I found myself thinking of these types of tales while reading “The White Hairs”, a novella of surprising depth by author Noah Mullette-Gillman. Within is presented the story of Farshoul, a yeti-like creature who lives in the icy mountaintop regions of some unnamed place in some unnamed (though somewhat modern) time. He and his people have lived atop these mountains for centuries, isolated from the human race. They are an unexpectedly sophisticated race of beings, seemingly more advanced than man in terms of intellect and spiritual understanding. As is their right of passage, these White Hairs, as they’re called, “travel” – or astral project – to both further their understanding of the nature of their souls and help to strengthen their sense of community. It is here, during one of these traveling ceremonies, that we first meet Farshoul.
Farshoul has a different experience than his brethren. Whereas they dance about and interact with each other while away from their bodies, he can see none of them. He goes off on his own to explore, and through this exploration he discovers what it is like to be the wind, sees the forces of nature at work in ways beyond his imagination, and even comes to respect the way humans band together to create beauty during the more dire and hopeless moments.
The problem is that Farshoul’s experience is so outside those of his peoples’, they don’t believe him. They say he is imagining things, that the rituals might be dangerous for him. This causes him to go out and experiment with the process on his own, which leads to him being away from his body for a long period of time and eventually running across a demon who wishes to devour the very soul he is flittering about within. It is due to this confrontation that Farshoul is stripped of his sight, of his feelings, of his innocence, and is left to exist for the next thirty years as a shell of the being he once was.

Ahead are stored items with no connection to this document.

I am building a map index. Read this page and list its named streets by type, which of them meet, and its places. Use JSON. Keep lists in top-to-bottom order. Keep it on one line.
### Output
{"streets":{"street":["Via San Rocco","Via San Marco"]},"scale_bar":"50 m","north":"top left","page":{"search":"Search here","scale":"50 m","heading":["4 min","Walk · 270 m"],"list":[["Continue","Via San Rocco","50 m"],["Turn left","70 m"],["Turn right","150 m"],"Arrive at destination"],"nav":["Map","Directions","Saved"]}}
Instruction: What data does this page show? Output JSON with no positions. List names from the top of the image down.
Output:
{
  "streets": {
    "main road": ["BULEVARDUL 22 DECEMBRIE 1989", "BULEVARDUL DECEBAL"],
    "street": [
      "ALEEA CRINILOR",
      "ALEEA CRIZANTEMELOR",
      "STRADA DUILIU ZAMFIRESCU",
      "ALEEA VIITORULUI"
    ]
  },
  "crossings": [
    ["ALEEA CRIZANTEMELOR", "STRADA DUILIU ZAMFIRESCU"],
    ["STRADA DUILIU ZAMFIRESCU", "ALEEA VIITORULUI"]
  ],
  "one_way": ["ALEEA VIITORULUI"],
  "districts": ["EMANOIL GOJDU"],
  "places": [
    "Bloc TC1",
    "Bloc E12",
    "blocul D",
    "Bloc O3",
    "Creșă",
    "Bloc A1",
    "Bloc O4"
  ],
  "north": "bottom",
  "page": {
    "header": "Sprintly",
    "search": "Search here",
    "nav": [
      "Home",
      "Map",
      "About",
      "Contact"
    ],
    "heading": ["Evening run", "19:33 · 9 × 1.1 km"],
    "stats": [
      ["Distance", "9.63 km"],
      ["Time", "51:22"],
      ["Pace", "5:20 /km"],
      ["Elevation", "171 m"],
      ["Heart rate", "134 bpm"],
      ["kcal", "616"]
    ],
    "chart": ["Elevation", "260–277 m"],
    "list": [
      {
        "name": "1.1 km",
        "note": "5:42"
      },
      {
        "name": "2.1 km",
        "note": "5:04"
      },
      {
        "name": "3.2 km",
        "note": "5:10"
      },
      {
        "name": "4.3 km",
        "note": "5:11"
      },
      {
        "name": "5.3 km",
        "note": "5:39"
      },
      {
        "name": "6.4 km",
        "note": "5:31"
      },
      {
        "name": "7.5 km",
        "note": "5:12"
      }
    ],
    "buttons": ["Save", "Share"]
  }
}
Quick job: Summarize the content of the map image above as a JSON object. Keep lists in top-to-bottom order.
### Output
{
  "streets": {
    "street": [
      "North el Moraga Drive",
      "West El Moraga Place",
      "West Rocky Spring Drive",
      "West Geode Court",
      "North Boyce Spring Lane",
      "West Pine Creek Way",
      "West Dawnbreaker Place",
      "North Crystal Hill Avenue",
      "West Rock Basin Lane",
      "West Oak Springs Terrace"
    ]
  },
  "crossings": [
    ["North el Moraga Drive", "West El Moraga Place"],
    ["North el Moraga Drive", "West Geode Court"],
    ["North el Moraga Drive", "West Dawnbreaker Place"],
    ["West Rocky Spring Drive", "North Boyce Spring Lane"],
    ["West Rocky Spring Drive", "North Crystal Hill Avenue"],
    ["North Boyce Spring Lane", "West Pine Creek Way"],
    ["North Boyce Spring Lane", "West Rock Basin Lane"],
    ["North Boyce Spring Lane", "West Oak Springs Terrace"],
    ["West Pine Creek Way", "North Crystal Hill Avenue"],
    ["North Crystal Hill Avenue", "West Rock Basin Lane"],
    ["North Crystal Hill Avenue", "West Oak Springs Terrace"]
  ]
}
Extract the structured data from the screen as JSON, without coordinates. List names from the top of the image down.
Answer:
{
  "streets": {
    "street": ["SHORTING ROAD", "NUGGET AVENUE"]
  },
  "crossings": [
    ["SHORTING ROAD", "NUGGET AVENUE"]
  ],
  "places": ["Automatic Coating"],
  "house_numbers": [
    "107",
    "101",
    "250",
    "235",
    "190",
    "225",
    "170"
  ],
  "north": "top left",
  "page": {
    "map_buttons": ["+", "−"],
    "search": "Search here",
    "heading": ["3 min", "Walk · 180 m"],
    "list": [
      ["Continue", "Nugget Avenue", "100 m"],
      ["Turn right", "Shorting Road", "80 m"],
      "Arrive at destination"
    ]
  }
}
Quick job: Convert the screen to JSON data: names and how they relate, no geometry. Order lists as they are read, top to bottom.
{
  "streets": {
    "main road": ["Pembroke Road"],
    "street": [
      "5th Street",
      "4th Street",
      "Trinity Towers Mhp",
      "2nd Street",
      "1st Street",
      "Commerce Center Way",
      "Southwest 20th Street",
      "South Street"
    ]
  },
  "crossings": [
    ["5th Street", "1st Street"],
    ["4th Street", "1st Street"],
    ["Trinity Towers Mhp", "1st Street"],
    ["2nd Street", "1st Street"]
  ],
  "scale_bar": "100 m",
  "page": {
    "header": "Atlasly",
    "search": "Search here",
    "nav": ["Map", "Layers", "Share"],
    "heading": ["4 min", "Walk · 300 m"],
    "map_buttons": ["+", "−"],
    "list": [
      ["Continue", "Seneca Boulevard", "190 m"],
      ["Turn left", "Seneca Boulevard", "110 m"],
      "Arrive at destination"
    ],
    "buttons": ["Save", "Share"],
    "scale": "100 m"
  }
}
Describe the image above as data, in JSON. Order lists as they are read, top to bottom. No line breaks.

(To add to this, I have to say it is a brilliant metaphor for growing up as a spiritual being. We grasp on to our religions as children, and they are perfect. Yet we grow older, and we see the ugliness out there, even in those we trust. Our faith is diminished, and that virtuousness is gone. Just as with Farshoul, food doesn’t taste as good, play isn’t as fulfilling, and people begin to look untrustworthy. Call it growing up if you will…I’ll call it Gaining Harmful Knowledge, and just like Farshoul, we spend the rest of our lives trying to reclaim that lost innocence.)
I wouldn’t be doing this book any justice if I didn’t mention how darn beautiful it is. The imagery is ethereal and salient. The reflections are complex and sometimes somber. We are shown the world through the shadow of a ghost, and are left to feel the pain of this astounding creature when he is reduced from his previously innocent and naïve adventurer into an angry and often violent stoic.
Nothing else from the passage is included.